*** Opening RECORD SET ***

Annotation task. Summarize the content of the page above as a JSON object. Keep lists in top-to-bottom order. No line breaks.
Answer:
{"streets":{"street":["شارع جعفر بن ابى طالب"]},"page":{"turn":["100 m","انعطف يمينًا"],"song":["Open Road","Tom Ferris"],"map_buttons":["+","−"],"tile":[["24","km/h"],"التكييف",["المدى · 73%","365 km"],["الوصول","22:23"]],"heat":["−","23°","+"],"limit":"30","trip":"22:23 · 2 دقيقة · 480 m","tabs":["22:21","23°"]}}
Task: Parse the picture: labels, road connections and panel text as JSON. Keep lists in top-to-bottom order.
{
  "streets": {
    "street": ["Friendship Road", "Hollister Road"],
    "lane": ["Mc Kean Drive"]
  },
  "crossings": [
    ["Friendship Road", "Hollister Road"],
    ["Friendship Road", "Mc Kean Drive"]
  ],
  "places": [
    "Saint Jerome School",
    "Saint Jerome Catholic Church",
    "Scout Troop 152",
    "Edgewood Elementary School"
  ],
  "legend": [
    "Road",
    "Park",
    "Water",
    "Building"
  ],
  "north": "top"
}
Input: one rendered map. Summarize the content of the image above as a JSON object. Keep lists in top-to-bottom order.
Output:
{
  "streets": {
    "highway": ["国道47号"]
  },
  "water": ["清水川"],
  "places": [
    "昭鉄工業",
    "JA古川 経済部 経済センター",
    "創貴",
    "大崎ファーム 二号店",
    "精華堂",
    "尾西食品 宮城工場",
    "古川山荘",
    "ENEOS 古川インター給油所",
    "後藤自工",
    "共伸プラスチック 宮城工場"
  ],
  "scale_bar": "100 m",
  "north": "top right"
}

*** Closing RECORD SET ***

EXERCISE DETAILS:
Could you report how many lines in the data above include the word "Summarize"? Give the number and nothing more.

SOLUTION TO THIS PROBLEM:
2